Ralph G., a reserve officer of the German Armed Forces (the Bundeswehr), was found guilty of espionage in favor of Russia. He was sentenced to one year and nine months of suspended imprisonment.
According to a report by Deutsche Welle, the officer transmitted to the Russian military attaché information about the German armed forces, the Bundeswehr reservist system, and the consequences of EU sanctions against Russia and cyber information from 2014 to 2020. The officer pleaded guilty in court.
He was motivated by “an extremely friendly attitude towards Russia and a desire to achieve popularity and importance among Russian servicemen,” said the presiding judge.

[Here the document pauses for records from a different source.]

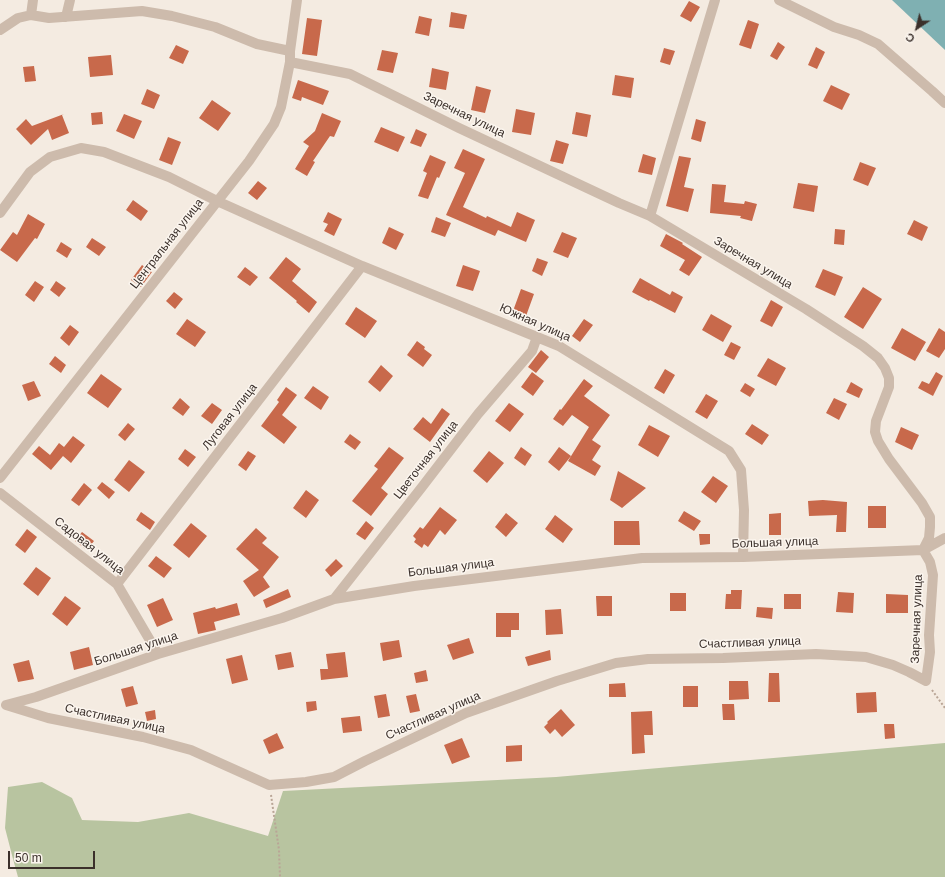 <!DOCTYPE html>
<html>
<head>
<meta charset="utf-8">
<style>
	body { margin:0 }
	#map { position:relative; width:945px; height:877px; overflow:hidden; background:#f4ebe1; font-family:Arial,sans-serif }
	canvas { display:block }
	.north { position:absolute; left:897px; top:8px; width:40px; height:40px; -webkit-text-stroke:3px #fbf5ee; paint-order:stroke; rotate:215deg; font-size:11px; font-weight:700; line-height:16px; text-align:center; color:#3b302b }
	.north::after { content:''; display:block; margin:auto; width:14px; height:18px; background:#3b302b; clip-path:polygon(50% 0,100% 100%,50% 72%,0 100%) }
	.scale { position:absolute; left:8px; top:851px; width:87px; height:18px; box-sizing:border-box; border:2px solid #3b302b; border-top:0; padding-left:5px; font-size:12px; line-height:14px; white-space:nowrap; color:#3b302b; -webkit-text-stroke:3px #fbf5ee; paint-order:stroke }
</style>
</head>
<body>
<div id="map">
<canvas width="945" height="877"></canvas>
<div class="north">С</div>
<div class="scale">50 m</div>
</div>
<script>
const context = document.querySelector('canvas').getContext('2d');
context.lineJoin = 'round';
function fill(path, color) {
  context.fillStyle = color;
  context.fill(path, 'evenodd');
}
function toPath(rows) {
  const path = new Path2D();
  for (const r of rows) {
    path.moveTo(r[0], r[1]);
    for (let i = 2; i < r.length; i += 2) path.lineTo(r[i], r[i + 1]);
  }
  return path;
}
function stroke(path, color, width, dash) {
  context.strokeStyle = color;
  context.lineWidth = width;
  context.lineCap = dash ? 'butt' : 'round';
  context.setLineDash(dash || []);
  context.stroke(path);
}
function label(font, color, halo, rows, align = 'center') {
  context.font = font + ' Arial,sans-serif';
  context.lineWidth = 3;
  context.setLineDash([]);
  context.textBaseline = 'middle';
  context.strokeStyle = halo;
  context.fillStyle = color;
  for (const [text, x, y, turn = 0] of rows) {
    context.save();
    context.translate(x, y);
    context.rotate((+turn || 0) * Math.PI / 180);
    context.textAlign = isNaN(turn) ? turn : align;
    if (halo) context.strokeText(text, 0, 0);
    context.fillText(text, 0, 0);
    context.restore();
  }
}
fill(toPath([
	[945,743,945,877,18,877,13,859,5,828,8,787,42,782,72,798,82,820,138,822,189,813,268,836,283,791,556,777]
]), '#b8c4a0');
fill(toPath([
	[892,0,945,0,945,50]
]), '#7fb0b2');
fill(toPath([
	[689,1,700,7,691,22,680,16],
	[451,12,467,15,464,29,449,27],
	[419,16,432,19,429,36,415,33],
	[307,18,322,20,317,56,302,54],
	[748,20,759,24,751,49,739,45],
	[778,42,785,47,777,60,770,56],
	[176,45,189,51,183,64,169,58],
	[816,47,825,52,817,69,808,65],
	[664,48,675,51,670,65,660,62],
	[382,50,398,53,393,73,377,70],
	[111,55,113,75,90,77,88,57],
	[34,66,36,81,25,82,23,67],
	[432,68,449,72,446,90,429,87],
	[615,75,634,78,631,98,612,95],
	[298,80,329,91,323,105,302,97,301,101,292,98],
	[831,85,850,94,842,110,823,101],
	[476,86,491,90,485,113,471,110],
	[147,89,160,95,154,109,141,104],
	[212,100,231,113,218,131,199,118],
	[516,109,535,113,531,135,512,132],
	[102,112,103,124,92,125,91,113],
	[576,112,591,115,587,137,572,134],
	[322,113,341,121,334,137,330,136,313,161,315,162,307,176,295,169,309,146,303,142,315,131],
	[64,114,62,115,69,133,52,140,48,129,31,145,16,129,26,119,32,126],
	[124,114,142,121,134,139,116,131],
	[696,119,706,122,701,142,691,139],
	[381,127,405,137,398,152,374,142],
	[416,129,427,134,421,147,410,143],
	[168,137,181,142,172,165,159,160],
	[556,140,569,144,563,164,550,161],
	[463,149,485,159,463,207,486,218,487,216,511,227,517,212,535,220,526,242,498,230,495,236,446,215,465,173,454,168],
	[643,154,656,158,652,175,638,172],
	[430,155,446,162,439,178,437,177,428,199,418,196,427,173,423,171],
	[679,156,691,158,684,187,694,189,688,212,666,206],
	[860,162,876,168,868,186,853,180],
	[258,181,267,188,257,200,248,193],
	[798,183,818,186,814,212,793,208],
	[712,184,726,185,724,202,744,204,745,201,757,204,752,221,740,218,741,216,710,213],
	[133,200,148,211,141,221,126,210],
	[328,212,342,219,334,236,324,231,328,224,323,222],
	[28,214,45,224,37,239,35,238,17,262,0,250,13,232,17,235],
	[436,217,451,223,445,237,431,232],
	[914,220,928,227,922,241,907,234],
	[389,227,404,234,396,250,382,243],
	[835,229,845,230,844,245,834,244],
	[562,232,577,238,568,258,553,252],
	[666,234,683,243,682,244,702,257,689,276,679,270,685,260,660,246],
	[92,238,106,247,99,256,86,247],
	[61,242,72,249,67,258,56,251],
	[286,257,301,269,292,281,317,302,309,313,296,302,297,301,269,278],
	[537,258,548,262,542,276,532,271],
	[142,265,152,272,141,287,131,280],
	[463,265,480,271,473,291,456,286],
	[245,267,258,277,250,286,237,277],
	[823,269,843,277,835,296,815,287],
	[640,278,670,295,672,291,683,297,675,313,650,300,649,301,632,292],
	[35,281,44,287,34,302,25,295],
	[56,281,66,288,59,297,50,290],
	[863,287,882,299,863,329,844,317],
	[521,289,534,294,526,316,513,311],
	[174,292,183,299,175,309,166,301],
	[771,300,783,307,772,327,760,321],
	[356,307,377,321,365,338,345,324],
	[711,314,732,326,723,342,702,330],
	[187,319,206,332,195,347,176,334],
	[584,319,593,325,580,342,572,336],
	[70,325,79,332,69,346,60,338],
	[902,328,926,342,915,361,891,348],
	[939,328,945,332,945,349,939,358,926,351],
	[417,341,425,347,424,349,432,355,423,367,407,355],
	[731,342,741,347,734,360,724,355],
	[541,350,549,357,536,373,528,367],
	[55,356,66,365,61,373,49,364],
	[768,358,786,368,776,386,757,376],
	[381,365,393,376,380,392,368,382],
	[665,369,675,375,664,394,654,388],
	[532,372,544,381,533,396,521,387],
	[936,372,943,376,933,396,918,388,922,381,929,384],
	[101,374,122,389,108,408,87,393],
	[584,379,593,386,584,396,610,415,592,440,601,446,592,460,601,466,595,476,568,461,589,427,572,415,563,426,553,419,560,409,561,410],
	[34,381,41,396,28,401,22,385],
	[851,382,863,389,859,398,846,392],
	[745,383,755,389,750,397,740,391],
	[313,386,329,397,321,410,304,398],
	[286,387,297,395,282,415,297,427,284,444,261,426,279,402,277,400],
	[706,394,718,401,707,419,695,412],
	[180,398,190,407,183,416,172,408],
	[834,398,847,404,839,420,826,413],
	[212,403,222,410,212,424,201,416],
	[509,403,524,414,510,432,495,421],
	[442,408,450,414,430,442,413,429,423,417,431,424],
	[128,423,135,429,125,441,118,435],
	[752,424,769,435,762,445,745,434],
	[649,425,670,436,658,457,638,445],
	[901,427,919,435,912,450,895,442],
	[350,434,361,442,355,450,344,442],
	[73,436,85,445,71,463,63,456,51,470,32,454,39,446,50,455,59,443,64,447],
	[389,447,404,458,381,488,388,494,371,516,352,501,378,469,374,466],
	[521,447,532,455,525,466,514,458],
	[559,447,571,456,559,471,548,462],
	[185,449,196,457,188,467,178,459],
	[248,451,256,456,246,471,238,465],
	[489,451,504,463,487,483,473,471],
	[129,460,145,472,129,492,114,480],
	[618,471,646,488,622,508,610,500],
	[713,476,728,486,716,503,701,492],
	[102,482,115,492,109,499,97,488],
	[84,483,92,490,79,506,71,500],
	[306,490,319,500,306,518,293,508],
	[823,500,847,502,846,532,836,532,837,515,809,516,808,501],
	[868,506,886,506,886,528,868,528],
	[440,507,457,520,445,535,440,530,428,547,424,544,422,548,414,542,416,539,413,536,420,527,423,529],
	[684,511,701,521,694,531,678,521],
	[141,512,155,522,150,530,136,520],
	[506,513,518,523,506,537,495,527],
	[781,513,781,535,769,535,769,514],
	[555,515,573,529,563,543,545,529],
	[366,521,374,528,365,540,356,534],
	[614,521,639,521,640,545,614,545],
	[191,523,207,536,189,558,173,545],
	[256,528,267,538,262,543,279,557,263,577,270,587,254,597,243,581,259,570,236,549],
	[27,529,37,537,25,553,15,545],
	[82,532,94,541,87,550,75,541],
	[699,534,710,534,710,544,700,545],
	[156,556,172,568,164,578,148,566],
	[336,559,343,566,331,577,325,570],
	[36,567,51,578,38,596,23,584],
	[288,589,291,597,266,608,263,600],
	[731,590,742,590,741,609,725,609,726,594,731,594],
	[838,592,854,593,853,613,836,612],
	[670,593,686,593,686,611,670,611],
	[784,594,801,594,801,609,784,609],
	[886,594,908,595,908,613,886,613],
	[65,596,81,608,67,626,52,614],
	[596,596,612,596,612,616,597,616],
	[163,598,173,620,157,627,147,605],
	[237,603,240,615,214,622,216,630,198,634,193,613,215,607,216,609],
	[757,607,773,608,772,619,756,617],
	[561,609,563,634,546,635,545,610],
	[496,613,519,613,519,630,511,630,511,637,496,637],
	[469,638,474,653,453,660,447,645],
	[399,640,402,657,383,661,380,643],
	[89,647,93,665,74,670,70,652],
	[550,650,551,660,528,666,525,657],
	[291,652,294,667,278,670,275,655],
	[345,652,348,677,321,680,320,669,328,669,326,654],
	[242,655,248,680,232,684,226,659],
	[29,660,34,679,18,682,13,664],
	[426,670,428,681,416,683,414,673],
	[769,673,779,673,780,702,768,702],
	[729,681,748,681,749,699,729,700],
	[625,683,626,697,609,697,609,684],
	[133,686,138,704,126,707,121,689],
	[683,686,698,686,698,707,683,707],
	[876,692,877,712,857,713,856,693],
	[386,694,390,716,378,718,374,696],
	[416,694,420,711,410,713,406,696],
	[316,701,317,710,307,712,306,702],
	[722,704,734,704,735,720,723,720],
	[561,709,575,725,562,737,555,729,550,734,544,727,548,723,547,722],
	[155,710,156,719,147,721,145,712],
	[652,711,653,735,644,735,645,753,632,754,631,712],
	[360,716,362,731,343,733,341,718],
	[884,724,894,724,895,738,885,739],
	[277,733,284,748,269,754,263,740],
	[462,738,470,757,452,764,444,745],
	[522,745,522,761,506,762,506,746]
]), '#c8694b');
stroke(toPath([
	[932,690,945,708],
	[271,795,279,850,280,877]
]), '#b9a596', 2, [2, 2]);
stroke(toPath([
	[779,0,834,27,859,35,878,44,932,91,945,103],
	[31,15,33,0],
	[66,17,70,0],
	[0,30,18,18,31,15,49,18,142,11,172,16,215,27,257,44,290,51],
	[290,62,350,74,459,128,619,203,650,216,806,309,863,346,878,358,885,368,889,378,889,387,876,421,875,432,878,441,889,459,922,503,930,517,930,527,929,538,923,550],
	[0,213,30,172,50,157,81,148,104,152,169,177,217,201,362,266,559,346,729,451,741,470,744,510,743,557],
	[650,216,715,0],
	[0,478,249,161,274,124,281,107,290,62,290,51,297,0],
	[0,493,117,584,158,654],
	[117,584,362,266],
	[334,599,422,487,478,414,532,351,537,337],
	[6,705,48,718,143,737,191,750,269,785,306,782,334,777,365,761,466,713,557,681,616,663,648,659,723,658,816,654,866,657,893,665,909,672,926,681,930,652,929,635,933,575,930,562,923,550],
	[6,705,36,697,158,654,282,618,334,599,414,586,642,558,743,557,923,550,945,538]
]), '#cdbbac', 10);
label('12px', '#3b302b', '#fbf5ee', [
	["Заречная улица",464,115,26],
	["Центральная улица",167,244,-52],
	["Заречная улица",753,263,31],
	["Южная улица",535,323,24],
	["Луговая улица",230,417,-52],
	["Цветочная улица",426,460,-52],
	["Большая улица",775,543,-2],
	["Садовая улица",89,546,38],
	["Большая улица",451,568,-7],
	["Заречная улица",917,619,-88],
	["Счастливая улица",750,643,-2],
	["Большая улица",136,649,-18],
	["Счастливая улица",433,716,-24],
	["Счастливая улица",115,719,12]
]);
</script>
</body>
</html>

The prosecutors demanded to sentence the defendant to two years of conditional imprisonment and a fine of 25 thousand euros. His lawyer insisted on an acquittal, arguing that the transferred information was not secret and was in the public domain.

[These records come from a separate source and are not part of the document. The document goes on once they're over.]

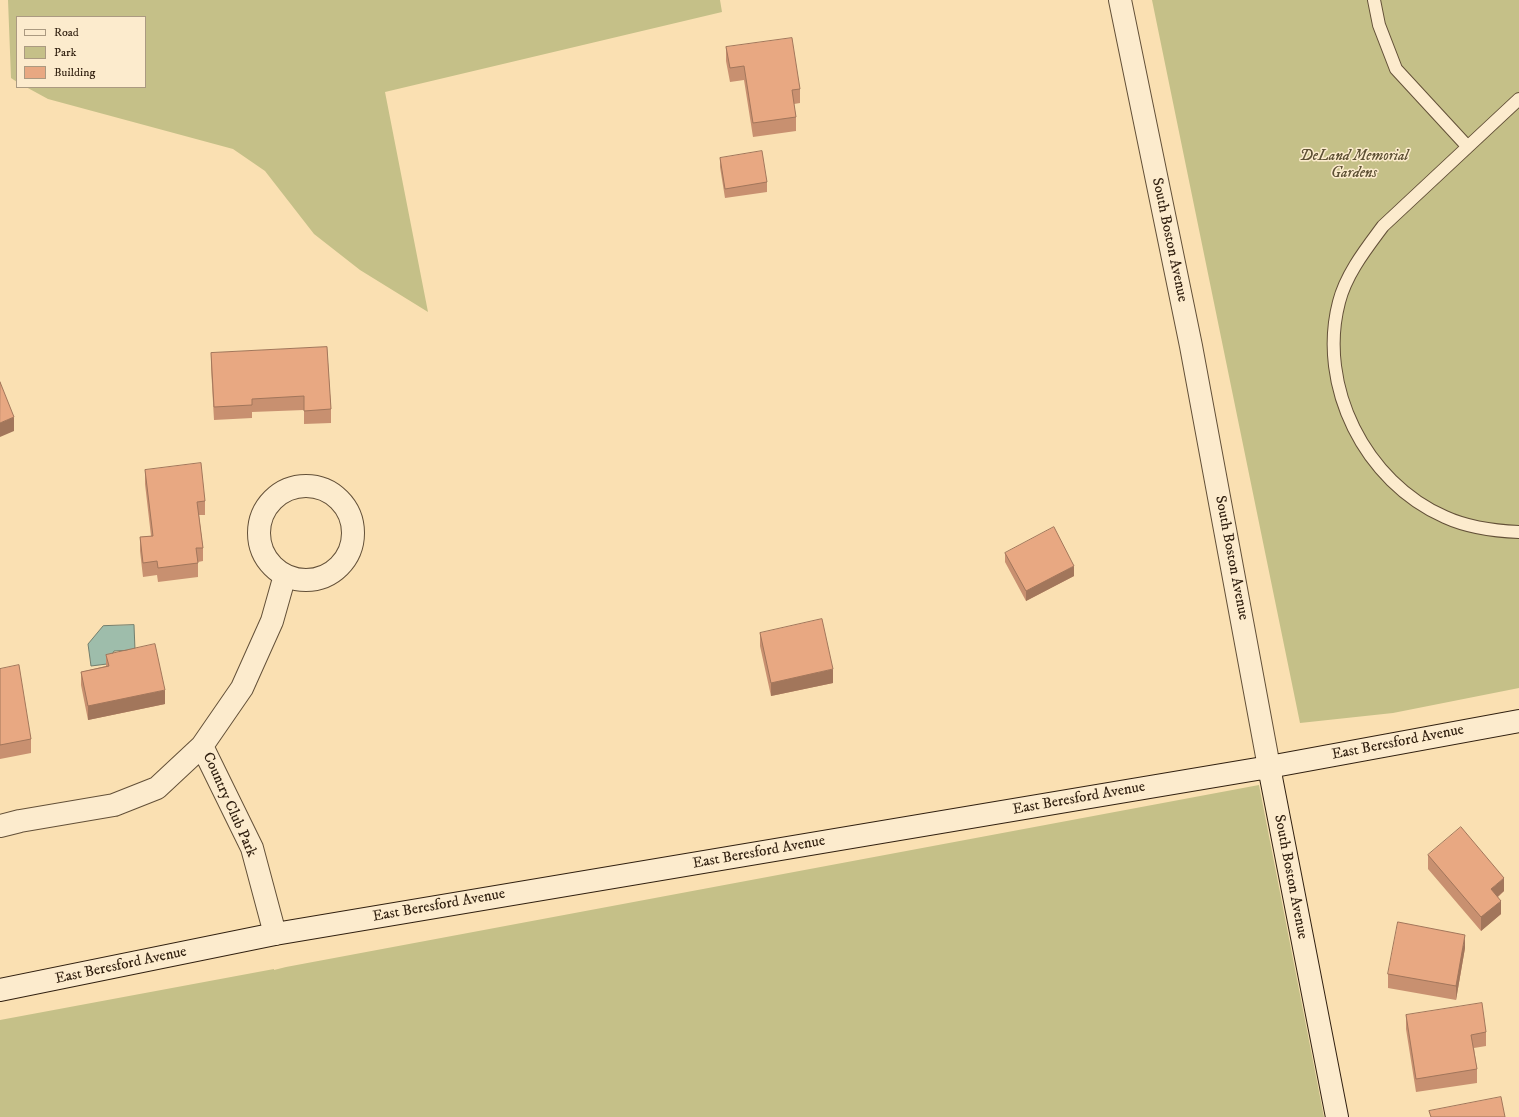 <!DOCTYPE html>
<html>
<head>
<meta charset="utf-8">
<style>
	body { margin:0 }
	#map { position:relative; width:1519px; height:1117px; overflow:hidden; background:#fae0b2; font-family:"IM FELL DW Pica",serif }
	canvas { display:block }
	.legend { position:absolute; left:16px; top:16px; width:130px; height:72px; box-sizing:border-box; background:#fcebcd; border:1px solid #ab9a81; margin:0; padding:5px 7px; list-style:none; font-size:12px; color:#312010 }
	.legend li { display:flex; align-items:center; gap:8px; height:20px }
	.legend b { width:20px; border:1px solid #ab9a81 }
</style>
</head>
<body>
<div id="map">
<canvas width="1519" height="1117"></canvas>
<ul class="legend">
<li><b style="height:5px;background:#fcebcd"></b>Road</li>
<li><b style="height:11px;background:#c5c088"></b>Park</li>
<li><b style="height:11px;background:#e8a882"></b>Building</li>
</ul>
</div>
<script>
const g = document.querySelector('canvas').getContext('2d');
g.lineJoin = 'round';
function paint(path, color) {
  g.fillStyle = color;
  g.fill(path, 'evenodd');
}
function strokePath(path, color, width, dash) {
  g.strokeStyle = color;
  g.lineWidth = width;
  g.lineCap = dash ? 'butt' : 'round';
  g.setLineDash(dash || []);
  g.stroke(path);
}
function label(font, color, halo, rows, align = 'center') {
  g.font = font + ' "IM FELL DW Pica",serif';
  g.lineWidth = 3;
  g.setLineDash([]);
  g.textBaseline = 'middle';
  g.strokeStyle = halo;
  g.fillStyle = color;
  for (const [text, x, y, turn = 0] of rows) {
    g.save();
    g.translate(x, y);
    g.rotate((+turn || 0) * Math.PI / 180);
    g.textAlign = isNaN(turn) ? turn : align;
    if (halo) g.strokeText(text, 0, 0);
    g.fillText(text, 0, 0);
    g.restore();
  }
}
const green = new Path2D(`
	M 8,0 L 720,0 L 722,12 L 385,92 L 428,312 L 360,270 L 314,234 L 265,171 L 233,149 L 48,99 L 26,87 L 145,87 L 145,17 L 17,17 L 17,82 L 11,78 Z
	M 1152,0 L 1519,0 L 1519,688 L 1393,713 L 1300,723 Z
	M 1259,785 L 1324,1117 L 0,1117 L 0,1020 L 274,969 L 274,970 L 286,967 Z`);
const water = new Path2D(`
	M 134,625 L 135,650 L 114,651 L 107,664 L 91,666 L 88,644 L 103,626 Z`);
const lane = new Path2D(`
	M 1374,0 L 1379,25 L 1396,69 L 1467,146
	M 1519,99 L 1383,226 C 1366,249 1346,274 1339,302 C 1317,386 1365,482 1445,517 C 1469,528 1494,531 1519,532`);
const street = new Path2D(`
	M 1120,0 L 1191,346 L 1269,767
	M259 533a47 47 0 1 1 94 0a47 47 0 1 1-94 0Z
	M 0,826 L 20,821 L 114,805 L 157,788 L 202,746
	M 275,934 L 252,848 L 202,746 L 242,688 L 272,621 L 285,575`);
const secondary = new Path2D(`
	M 1269,767 L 1337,1117
	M 0,990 L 275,934 L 1269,767 L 1519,721`);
const wall = new Path2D(`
	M 726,47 L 800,89 L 800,103 L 794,104 L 796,117 L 796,131 L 753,137 L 744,80 L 730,82 L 726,61 Z
	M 720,158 L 767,182 L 767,192 L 725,198 L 720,167 Z
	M 327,347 L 331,409 L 331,423 L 304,424 L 304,410 L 252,412 L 252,418 L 214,420 L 211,367 L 211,353 Z
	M 145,470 L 205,501 L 205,515 L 199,515 L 203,548 L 203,561 L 198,562 L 198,577 L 158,582 L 157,575 L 143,577 L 140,551 L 140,537 L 151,536 L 145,484 Z
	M 1005,553 L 1074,576 L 1026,601 L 1005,562 Z
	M 760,633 L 833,683 L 771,696 L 760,646 Z
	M 106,655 L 165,704 L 88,720 L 81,685 L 81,672 L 106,666 Z
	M 0,669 L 31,739 L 31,753 L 0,759 Z
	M 1428,855 L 1504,891 L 1498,897 L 1501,914 L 1481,931 L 1428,869 Z
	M 1465,948 L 1456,1000 L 1388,988 L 1388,974 Z
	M 1406,1015 L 1486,1032 L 1486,1046 L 1474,1048 L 1477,1069 L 1477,1083 L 1416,1092 L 1406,1029 Z`);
const shadedWall = new Path2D(`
	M 14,417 L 14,431 L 0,437 L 0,423 Z
	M 1074,566 L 1074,576 L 1026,601 L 1026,591 Z
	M 833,669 L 833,683 L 771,696 L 771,683 Z
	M 165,690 L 165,704 L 88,720 L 88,706 Z
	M 1504,878 L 1504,891 L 1491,902 L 1491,889 Z
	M 1501,901 L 1501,914 L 1481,931 L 1481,917 Z
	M 1465,935 L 1465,948 L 1456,1000 L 1456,986 Z`);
const building = new Path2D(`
	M 792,38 L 800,89 L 792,90 L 796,117 L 753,123 L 744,66 L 730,68 L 726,47 Z
	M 762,151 L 767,182 L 725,189 L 720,158 Z
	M 327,347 L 331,409 L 304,411 L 304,396 L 252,399 L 252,405 L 214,407 L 211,353 Z
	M 0,382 L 14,417 L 0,423 Z
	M 201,463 L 205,501 L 197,502 L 203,548 L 196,548 L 198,563 L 158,568 L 157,561 L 143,563 L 140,537 L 153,536 L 145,470 Z
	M 1054,527 L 1074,566 L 1026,591 L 1005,553 Z
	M 822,619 L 833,669 L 771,683 L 760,633 Z
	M 155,644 L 165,690 L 88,706 L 81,672 L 109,666 L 106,655 Z
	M 19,665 L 31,739 L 0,745 L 0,669 Z
	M 1461,827 L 1504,878 L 1491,889 L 1501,901 L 1481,917 L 1428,855 Z
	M 1398,922 L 1465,935 L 1456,986 L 1388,974 Z
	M 1482,1003 L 1486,1032 L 1471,1035 L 1477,1069 L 1416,1079 L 1406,1015 Z
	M 1501,1097 L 1505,1117 L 1431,1117 L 1429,1111 Z`);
const parkNames = [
	["DeLand Memorial",1354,157],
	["Gardens",1354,174]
];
const streetNames = [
	["South Boston Avenue",1169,240,78],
	["South Boston Avenue",1231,558,79],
	["East Beresford Avenue",1398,743,-11],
	["East Beresford Avenue",1079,799,-10],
	["Country Club Park",229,805,66],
	["East Beresford Avenue",759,853,-10],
	["South Boston Avenue",1290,877,79],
	["East Beresford Avenue",439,906,-10],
	["East Beresford Avenue",121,966,-12]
];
paint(green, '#c5c088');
paint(water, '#9ebdab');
strokePath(water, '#727e6d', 1);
strokePath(lane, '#635038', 14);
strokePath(street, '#635038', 24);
strokePath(secondary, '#312010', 24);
strokePath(lane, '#fcebcd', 12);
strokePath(street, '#fcebcd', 22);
strokePath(secondary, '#fcebcd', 22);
paint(wall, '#c89070');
paint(shadedWall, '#a2765b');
paint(building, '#e8a882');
strokePath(building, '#a2765b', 1);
label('italic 15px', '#5d5034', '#fcebcd', parkNames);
label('15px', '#312010', '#fcebcd', streetNames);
</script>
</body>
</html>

But the investigation showed that the data from the White Book of the German Defense Ministry – the basic unclassified document describing the goals, tasks and structure of the German army – was passed by the defendant to the Russian attaché even before its official publication.
At the end of January, another espionage scandal involving Russia broke out in Germany. An employee of the Russian consulate in Munich was declared persona non grata for spying. The accredited diplomat was an officer of the Russian Foreign Intelligence Service (SVR) and acted as a liaison agent for a Russian academic whose arrest on espionage charges was announced the day before.
Der Spiegel reported that the expulsion came shortly after the summer 2021 detention of Ilnur N., a researcher from Augsburg University whom prosecutors suspected of passing information about Europe's Ariane space launch vehicle to the SVR.